Sulla domanda di addebito. Non può, invece, essere accolta la domanda di addebito della separazione al resistente, non avendo la ricorrente in alcun modo provato, né chiesto di provare, le condotte da lui asseritamente poste in essere e che pure, in astratto, potrebbero fondare una richiesta di addebito, non potendosi – del resto
– nemmeno ricavare alcun argomento di prova dalla mera contumacia del resistente (arg. ex art. 115 c.p.c., che pone l'onere di contestazione – con conseguente possibilità di porre, a fondamento della decisione, i fatti non contestati – esclusivamente a carico della parte costituita;
nello stesso senso, v. anche, ex multis: Cass. civ. n. 14372/2023, secondo cui “alla contumacia del convenuto non può riconnettersi la mancata contestazione dei fatti allegati dall'attore, dal momento che la non negazione fondata sulla volontà della pare non può presumersi per il solo fatto del non essersi la stessa costituita in giudizio”).
Sulla domanda di previsione, a carico del resistente, di un assegno di mantenimento in favore della ricorrente.
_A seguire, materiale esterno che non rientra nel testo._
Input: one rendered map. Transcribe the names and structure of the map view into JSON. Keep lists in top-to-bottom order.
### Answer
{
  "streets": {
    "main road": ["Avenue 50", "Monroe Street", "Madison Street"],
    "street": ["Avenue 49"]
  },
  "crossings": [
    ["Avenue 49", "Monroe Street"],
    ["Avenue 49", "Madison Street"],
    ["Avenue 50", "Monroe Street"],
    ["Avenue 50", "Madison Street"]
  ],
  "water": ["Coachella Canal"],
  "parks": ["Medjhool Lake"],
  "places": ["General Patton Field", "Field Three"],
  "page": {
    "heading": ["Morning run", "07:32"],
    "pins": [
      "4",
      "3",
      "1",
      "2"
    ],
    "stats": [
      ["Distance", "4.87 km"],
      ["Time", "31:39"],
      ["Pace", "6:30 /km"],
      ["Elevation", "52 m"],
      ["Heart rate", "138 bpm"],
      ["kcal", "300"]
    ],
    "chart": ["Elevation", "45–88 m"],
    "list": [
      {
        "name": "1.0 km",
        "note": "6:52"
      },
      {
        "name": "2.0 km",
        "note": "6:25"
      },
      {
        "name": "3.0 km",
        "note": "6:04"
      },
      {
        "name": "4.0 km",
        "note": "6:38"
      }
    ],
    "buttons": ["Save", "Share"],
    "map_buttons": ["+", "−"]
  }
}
Per le stesse ragioni, non può essere accolta la domanda volta a porre, a carico del resistente, l'obbligo di versare, in favore della ricorrente, un assegno mensile pari ad € 200,00, non avendo, quest'ultima, in alcun modo documentato la propria situazione reddituale né quella del coniuge, e tenuto, del resto, altresì conto della breve durata del matrimonio (di appena cinque anni), peraltro contratto dalla ricorrente all'età di quarantanove anni, non potendosi, quindi, ricollegare in alcun modo lo stato di disoccupazione della ricorrente al matrimonio stesso, con conseguente venir meno di ogni funzione compensativa di tale assegno.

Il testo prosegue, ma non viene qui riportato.